Но одновременно с этим какой-то другой голос ему шептал: "Ты молодец! Теперь ты — настоящий мужчина! Так и надо! Ни о чём не жалей! Пора оставить детство с глупой романтикой! Спустись на землю и живи полнокровно, как все. И тогда ты будешь счастлив. Вот что такое счастье! Нет, не с Галиной. С другой. Теперь ты будешь смелее и уверенней! И она станет твоей! Представь! Она — твой идеал — и вдруг вся твоя, как та, что вчера…" И у Сашки замирало сердце от оживающих воспоминаний вчерашних "физических упражнений"…
Вечером дома он побросал в стирку своё бельё, налил в ванну воды и тщательно вымылся. Вчерашняя музыка ныла в болевшей и без того голове. Осадок духовной грязи не давал ни секунды покоя. Он не переставал осуждать и ругать себя, и хотелось, чтобы всего вчерашнего не было. Он пытался оправдать себя, говоря, что так поступают многие. Например, Володя… Но эта мысль не помогала. Что-то безвозвратно пропало, и было до слёз жалко этой потери…
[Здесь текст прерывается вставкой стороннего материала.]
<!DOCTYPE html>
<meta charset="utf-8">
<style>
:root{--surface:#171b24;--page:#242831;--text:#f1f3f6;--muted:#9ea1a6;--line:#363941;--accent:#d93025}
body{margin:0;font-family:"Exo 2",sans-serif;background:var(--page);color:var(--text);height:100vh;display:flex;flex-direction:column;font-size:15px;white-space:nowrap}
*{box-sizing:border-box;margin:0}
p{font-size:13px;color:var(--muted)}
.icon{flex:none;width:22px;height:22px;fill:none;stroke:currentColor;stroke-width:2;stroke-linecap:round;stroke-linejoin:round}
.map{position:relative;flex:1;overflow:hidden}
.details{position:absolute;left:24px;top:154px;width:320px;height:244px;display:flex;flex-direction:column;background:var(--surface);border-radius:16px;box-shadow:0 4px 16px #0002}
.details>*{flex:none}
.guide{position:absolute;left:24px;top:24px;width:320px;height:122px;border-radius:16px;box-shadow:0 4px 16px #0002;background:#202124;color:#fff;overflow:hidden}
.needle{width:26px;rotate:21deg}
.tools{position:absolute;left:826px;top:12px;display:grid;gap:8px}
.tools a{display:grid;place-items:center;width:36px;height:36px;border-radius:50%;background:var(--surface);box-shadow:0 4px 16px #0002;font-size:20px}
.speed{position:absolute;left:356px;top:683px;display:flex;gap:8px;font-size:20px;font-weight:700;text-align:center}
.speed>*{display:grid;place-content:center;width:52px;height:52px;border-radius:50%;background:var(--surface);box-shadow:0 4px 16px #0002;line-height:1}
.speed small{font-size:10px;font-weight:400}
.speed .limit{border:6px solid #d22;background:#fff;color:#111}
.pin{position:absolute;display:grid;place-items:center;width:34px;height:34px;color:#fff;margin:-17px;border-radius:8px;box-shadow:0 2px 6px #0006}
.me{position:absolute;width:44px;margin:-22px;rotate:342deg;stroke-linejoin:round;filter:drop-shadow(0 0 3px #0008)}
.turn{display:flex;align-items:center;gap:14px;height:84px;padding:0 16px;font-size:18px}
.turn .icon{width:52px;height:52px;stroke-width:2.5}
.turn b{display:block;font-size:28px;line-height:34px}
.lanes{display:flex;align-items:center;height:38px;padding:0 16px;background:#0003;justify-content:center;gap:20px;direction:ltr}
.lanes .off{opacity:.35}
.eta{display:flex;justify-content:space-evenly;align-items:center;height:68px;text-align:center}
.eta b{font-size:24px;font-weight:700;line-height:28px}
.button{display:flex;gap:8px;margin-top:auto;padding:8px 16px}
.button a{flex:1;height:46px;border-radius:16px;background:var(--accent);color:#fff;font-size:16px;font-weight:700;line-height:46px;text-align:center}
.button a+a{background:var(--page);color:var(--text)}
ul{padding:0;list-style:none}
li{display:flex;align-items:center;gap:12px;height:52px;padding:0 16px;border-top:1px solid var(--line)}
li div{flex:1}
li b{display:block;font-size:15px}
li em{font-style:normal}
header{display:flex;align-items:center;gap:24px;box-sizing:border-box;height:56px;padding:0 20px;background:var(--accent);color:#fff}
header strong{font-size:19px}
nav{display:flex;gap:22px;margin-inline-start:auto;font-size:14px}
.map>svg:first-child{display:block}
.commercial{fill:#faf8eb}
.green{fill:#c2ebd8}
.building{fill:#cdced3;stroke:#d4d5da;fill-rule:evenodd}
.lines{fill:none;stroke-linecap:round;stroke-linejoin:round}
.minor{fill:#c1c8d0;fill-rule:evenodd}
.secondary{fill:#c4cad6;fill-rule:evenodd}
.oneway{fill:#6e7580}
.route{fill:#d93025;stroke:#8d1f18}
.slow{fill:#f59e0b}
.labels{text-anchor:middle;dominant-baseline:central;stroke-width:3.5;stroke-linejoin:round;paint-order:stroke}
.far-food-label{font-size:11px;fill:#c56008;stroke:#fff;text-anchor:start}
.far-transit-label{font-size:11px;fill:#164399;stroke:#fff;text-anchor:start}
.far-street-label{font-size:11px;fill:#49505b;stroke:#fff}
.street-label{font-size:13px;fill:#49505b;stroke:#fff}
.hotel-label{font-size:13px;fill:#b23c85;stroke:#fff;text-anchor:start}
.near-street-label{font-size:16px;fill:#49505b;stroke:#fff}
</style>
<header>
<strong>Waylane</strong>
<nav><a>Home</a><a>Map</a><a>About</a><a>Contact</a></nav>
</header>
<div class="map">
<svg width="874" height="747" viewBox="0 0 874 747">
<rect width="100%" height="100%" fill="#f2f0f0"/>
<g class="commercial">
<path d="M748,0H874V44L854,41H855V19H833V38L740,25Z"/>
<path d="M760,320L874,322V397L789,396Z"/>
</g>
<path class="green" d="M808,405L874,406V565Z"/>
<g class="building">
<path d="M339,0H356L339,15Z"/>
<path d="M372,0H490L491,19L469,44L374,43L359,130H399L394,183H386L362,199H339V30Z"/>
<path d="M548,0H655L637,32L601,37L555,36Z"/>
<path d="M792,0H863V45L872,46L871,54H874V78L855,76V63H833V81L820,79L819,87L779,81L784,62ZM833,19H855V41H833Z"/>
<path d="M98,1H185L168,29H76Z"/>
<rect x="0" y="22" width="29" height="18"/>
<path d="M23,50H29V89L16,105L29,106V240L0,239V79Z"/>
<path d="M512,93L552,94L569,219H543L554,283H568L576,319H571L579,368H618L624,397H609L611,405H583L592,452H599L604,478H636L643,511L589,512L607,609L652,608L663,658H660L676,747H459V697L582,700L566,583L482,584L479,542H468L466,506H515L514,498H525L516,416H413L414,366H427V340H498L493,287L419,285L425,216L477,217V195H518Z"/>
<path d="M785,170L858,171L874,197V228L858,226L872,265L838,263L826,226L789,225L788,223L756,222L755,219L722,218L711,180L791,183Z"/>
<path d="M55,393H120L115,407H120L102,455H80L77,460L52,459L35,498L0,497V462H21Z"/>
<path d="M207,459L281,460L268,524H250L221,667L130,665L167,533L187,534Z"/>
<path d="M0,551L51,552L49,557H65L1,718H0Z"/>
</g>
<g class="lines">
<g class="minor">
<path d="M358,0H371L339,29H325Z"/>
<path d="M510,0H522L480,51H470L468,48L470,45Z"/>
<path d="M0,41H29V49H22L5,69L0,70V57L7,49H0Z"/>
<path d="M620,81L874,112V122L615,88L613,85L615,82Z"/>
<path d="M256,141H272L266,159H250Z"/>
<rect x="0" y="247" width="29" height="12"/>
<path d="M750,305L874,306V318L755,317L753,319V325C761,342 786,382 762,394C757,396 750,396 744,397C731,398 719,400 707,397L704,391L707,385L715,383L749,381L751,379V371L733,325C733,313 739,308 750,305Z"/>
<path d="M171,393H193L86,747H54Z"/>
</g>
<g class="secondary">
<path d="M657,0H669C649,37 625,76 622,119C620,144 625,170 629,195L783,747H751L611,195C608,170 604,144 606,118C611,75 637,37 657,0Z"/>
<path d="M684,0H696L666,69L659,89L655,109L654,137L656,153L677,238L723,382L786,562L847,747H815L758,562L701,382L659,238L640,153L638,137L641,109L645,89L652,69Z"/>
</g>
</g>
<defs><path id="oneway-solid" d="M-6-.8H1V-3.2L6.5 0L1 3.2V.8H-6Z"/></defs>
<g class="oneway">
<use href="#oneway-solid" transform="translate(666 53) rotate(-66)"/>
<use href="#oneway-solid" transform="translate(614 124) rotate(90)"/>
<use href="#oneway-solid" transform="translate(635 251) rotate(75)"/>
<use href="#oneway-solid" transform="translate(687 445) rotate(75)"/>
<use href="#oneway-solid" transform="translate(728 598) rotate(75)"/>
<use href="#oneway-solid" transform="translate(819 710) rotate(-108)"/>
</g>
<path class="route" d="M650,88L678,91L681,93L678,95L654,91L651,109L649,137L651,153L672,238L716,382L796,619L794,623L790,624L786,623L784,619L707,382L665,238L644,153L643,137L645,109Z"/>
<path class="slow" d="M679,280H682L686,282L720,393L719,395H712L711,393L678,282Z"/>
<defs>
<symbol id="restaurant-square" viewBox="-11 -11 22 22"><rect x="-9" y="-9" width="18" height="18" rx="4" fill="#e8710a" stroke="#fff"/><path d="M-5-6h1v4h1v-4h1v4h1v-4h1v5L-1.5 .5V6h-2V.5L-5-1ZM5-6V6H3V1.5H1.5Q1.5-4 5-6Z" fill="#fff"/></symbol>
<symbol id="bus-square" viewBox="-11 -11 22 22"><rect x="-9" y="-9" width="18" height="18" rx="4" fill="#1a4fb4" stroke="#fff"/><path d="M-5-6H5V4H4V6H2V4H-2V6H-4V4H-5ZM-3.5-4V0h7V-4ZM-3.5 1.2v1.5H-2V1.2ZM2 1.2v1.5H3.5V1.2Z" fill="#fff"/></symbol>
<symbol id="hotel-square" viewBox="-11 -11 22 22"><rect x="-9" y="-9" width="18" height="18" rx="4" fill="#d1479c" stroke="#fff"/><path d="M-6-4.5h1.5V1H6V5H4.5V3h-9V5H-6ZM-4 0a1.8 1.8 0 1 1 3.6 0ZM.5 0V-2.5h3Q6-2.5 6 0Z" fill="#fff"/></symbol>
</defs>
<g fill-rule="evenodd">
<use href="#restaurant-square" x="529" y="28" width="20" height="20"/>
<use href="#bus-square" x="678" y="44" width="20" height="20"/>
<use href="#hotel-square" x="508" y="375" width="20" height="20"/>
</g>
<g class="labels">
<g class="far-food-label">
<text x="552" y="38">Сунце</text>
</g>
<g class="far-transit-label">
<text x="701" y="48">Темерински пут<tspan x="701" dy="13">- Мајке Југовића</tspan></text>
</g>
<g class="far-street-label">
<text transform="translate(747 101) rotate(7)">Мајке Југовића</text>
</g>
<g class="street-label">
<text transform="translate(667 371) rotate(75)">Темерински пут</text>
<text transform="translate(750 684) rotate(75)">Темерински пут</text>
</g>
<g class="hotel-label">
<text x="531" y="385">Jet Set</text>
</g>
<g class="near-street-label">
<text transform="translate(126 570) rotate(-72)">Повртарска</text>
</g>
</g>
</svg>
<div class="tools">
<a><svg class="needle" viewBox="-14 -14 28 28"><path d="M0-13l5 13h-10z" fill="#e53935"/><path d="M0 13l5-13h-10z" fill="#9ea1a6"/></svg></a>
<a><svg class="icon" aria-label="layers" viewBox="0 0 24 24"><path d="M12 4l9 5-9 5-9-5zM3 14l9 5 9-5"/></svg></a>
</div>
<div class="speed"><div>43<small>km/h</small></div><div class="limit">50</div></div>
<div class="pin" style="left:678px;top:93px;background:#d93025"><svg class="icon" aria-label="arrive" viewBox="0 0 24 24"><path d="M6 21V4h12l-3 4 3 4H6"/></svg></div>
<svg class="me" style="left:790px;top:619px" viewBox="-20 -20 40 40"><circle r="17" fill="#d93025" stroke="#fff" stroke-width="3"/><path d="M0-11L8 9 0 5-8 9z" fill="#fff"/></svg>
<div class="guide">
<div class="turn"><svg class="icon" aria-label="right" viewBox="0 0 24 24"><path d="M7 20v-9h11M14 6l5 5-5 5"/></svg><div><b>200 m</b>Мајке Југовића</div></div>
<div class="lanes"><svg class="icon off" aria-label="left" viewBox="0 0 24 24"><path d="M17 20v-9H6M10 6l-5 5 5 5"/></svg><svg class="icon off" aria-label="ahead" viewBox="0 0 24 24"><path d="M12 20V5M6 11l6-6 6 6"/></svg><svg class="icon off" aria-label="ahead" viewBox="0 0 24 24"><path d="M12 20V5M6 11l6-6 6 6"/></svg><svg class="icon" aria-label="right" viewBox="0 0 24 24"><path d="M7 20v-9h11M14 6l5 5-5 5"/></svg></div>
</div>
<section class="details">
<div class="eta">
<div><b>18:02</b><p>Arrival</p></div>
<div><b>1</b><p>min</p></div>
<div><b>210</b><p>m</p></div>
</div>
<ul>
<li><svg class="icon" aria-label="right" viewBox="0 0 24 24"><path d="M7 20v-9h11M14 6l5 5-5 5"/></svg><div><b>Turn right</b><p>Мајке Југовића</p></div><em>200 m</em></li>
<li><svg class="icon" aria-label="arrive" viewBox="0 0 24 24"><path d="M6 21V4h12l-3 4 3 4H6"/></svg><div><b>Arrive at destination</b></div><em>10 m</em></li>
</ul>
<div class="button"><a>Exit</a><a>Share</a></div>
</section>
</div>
Позвонил дворник, спросил, болит ли голова. Сашка сказал, что не болит, хотя голова так и не проходила. Володя поздравил его с "боевым крещением" и предложил встретиться в ближайшие дни. Саша согласился и поспешил распрощаться. После разговора с приятелем угрызения совести как-то отошли на второй план. Своим участием Володе удалось сгладить душевные терзания Саши.
20. Противогаз
В четверг, после работы, Сашка отправился в новое помещение клуба ДОСААФ. Войти внутрь оказалось невозможно, поскольку в новом Подвале стоял такой сильный дым, что нельзя было продохнуть. В нерешительности Сашка остановился у входа, слушая треск сварочного аппарата.
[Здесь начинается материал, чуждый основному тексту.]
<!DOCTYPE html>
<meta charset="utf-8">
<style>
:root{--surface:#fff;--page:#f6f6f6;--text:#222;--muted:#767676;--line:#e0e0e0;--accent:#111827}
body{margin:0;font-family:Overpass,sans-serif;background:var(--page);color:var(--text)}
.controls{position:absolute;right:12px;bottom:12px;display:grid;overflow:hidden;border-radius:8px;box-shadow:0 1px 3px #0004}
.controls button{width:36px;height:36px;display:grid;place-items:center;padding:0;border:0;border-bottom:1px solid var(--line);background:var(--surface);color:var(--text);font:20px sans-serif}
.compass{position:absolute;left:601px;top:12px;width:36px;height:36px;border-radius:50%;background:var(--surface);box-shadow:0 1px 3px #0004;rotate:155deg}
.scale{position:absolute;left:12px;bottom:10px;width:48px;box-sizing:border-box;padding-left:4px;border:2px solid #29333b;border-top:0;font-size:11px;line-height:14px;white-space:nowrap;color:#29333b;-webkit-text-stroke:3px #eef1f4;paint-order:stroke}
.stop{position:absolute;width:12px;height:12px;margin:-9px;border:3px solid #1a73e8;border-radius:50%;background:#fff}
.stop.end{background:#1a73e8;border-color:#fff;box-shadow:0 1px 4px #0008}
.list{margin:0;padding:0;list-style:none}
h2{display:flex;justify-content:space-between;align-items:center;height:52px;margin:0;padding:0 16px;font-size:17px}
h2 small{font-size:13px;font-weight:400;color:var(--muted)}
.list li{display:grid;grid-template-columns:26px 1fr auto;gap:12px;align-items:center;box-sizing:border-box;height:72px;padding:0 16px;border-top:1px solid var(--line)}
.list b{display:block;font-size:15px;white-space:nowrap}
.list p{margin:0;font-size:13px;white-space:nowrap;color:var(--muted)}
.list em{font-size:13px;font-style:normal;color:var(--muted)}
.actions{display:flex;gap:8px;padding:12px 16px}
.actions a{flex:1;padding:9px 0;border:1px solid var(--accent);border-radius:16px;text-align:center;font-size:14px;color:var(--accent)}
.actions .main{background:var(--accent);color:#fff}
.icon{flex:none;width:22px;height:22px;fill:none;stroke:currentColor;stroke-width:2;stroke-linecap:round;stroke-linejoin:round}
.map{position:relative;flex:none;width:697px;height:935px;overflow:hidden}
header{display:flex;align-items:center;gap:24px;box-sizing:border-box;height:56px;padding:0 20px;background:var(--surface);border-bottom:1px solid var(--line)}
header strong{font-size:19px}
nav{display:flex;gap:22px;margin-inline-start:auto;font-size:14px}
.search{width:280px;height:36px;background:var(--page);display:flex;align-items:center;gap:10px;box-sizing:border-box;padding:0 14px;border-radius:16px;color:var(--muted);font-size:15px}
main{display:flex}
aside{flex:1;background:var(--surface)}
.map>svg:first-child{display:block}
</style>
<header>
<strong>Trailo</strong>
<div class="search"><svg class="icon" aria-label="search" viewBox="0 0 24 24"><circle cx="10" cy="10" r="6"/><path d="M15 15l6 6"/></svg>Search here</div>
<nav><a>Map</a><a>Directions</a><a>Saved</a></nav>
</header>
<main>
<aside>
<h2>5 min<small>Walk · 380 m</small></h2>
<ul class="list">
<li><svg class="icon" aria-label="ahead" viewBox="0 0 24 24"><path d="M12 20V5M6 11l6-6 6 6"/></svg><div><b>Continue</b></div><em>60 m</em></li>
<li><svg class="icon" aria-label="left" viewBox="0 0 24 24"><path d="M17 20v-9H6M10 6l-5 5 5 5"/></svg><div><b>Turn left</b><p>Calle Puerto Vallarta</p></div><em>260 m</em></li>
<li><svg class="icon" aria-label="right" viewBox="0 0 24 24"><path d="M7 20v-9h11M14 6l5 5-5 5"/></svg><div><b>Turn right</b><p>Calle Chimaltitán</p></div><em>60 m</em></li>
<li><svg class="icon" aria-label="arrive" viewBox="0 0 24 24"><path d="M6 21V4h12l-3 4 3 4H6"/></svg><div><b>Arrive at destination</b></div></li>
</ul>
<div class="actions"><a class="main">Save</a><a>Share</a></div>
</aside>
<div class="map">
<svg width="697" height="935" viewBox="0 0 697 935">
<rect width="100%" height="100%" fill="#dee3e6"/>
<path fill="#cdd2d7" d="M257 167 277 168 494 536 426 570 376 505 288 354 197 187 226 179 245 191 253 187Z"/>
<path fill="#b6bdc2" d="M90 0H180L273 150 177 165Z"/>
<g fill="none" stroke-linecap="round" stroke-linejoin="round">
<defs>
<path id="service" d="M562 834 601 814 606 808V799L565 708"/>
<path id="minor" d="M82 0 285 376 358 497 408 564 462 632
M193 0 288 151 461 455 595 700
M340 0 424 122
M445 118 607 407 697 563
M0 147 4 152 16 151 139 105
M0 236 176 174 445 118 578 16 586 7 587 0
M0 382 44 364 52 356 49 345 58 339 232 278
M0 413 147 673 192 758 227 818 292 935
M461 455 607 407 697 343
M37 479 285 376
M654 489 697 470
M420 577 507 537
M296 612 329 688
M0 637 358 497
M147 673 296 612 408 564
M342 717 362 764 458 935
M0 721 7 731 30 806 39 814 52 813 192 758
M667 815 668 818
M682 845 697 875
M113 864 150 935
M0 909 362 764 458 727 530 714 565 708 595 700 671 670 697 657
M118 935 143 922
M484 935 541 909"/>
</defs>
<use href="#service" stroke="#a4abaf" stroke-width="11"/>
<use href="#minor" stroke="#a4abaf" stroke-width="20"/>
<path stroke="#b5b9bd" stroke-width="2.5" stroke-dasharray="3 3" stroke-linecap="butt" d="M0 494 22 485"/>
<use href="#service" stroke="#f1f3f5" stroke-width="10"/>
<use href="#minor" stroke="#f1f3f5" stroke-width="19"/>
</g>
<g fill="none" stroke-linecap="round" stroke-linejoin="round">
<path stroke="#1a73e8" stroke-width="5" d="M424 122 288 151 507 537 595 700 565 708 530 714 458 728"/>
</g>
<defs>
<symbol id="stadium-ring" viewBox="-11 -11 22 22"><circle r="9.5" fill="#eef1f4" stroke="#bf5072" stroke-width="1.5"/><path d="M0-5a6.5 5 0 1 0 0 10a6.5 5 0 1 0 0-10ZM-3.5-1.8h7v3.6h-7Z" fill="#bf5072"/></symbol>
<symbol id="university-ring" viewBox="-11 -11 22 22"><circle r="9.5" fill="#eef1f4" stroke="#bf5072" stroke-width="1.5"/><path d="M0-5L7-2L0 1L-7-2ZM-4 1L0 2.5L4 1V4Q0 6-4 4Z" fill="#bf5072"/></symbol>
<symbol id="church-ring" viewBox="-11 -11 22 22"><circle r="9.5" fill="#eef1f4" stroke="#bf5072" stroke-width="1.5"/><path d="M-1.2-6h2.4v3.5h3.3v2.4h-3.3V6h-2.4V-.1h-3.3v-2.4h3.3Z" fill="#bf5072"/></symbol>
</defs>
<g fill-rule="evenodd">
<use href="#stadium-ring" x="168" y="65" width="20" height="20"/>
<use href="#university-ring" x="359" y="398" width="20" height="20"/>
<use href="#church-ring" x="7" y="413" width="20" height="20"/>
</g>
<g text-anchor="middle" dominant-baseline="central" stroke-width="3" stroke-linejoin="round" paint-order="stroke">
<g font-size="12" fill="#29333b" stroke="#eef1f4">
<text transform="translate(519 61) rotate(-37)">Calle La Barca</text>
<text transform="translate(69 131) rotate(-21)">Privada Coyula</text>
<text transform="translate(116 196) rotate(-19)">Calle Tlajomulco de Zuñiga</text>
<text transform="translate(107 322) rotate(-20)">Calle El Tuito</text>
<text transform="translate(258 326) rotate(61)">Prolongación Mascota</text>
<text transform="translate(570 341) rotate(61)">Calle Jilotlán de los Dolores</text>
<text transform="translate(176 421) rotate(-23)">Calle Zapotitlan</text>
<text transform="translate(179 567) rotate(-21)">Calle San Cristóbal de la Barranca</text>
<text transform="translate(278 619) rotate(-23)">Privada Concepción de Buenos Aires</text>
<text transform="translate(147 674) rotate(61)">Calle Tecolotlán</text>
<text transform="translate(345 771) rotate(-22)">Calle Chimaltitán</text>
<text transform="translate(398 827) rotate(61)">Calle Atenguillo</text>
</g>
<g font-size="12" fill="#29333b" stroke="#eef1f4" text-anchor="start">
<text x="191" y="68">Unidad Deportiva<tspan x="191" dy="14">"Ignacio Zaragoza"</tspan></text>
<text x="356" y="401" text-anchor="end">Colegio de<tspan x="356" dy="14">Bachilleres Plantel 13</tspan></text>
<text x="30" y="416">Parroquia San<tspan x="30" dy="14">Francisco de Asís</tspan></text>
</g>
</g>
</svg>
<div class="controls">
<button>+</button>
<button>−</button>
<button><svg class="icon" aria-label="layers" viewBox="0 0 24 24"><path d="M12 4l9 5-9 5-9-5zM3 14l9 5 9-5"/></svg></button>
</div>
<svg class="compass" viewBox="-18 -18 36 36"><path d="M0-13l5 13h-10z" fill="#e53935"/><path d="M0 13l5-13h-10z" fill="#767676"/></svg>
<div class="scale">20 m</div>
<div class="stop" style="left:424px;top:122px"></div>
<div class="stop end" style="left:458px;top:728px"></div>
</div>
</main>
Вскоре треск прекратился, и из Подвала выскочил, тяжело дыша, Славка Клац, в чёрных защитных очках.
— Ух! Пять-на-Десять! — выдохнул он, увидав Сашку и стаскивая с лица очки.
— Чего пришёл? — добавил он.
— Помочь, — ответил Саша.
— Не хрена здесь помогать! Видишь, что делается! Дай лучше закурить!
— Нету.
— Эх, ты! "Нету…" — передразнил Сашку Клац, — А ещё хочешь помогать!
— А где все ребята?
— Где? А ты у них спроси, где!
— Эй, ты, сварщик! — услышал Сашка позади себя голос Романова, — Противогаз сними!
— Какой ещё противогаз? — огрызнулся Клац, не включаясь в юмор.
— А! Это у тебя не противогаз? Это у тебя лицо такое? — Володя Романов подошёл ближе. — А я думал, ты — в противогазе!
— Вместе с Романовым подошёл Наумов.
— Сам надень себе противогаз на зад! — огрызнулся Клац. — Чего пришли?
— В долю берёшь? — Романов остановился рядом с Сашкой.
— Нет! — Славка натянул на глаза очки, поправил на затылке резинку, их удерживавшую, и шагнул в дымную дверь Подвала, откуда сразу же послышался его кашель.
Романов и Наумов поздоровались с Волгиным за руку.
— Помогать пришёл? — поинтересовался Владимир.
— Да, хотел, вот, было… А он… — Саша мотнул головой в сторону Подвала, — говорит, что не надо…
— Ему, конечно, не надо! — Романов сплюнул в сторону со злости. — Ведь за свою "халтуру" он две сотни хапнет. Зачем ему с друзьями-то делиться! Он лучше подарочек купит своей Леночке!
— "Евреи, евреи, кругом одни евреи!" — ехидно пропел Наумов.
— Ну, уж не скажи! — продолжал Романов. — Его-то жёнушка — не еврейка! Смазливая бабёнка! А он, дурак, не понимает, что она ему рога наставляет! Очень он ей нужен, черномазый! А скажешь — не поверит! Обидится до смерти!
— А двусотенную-то перед ней выложит! — подхватил Наумов.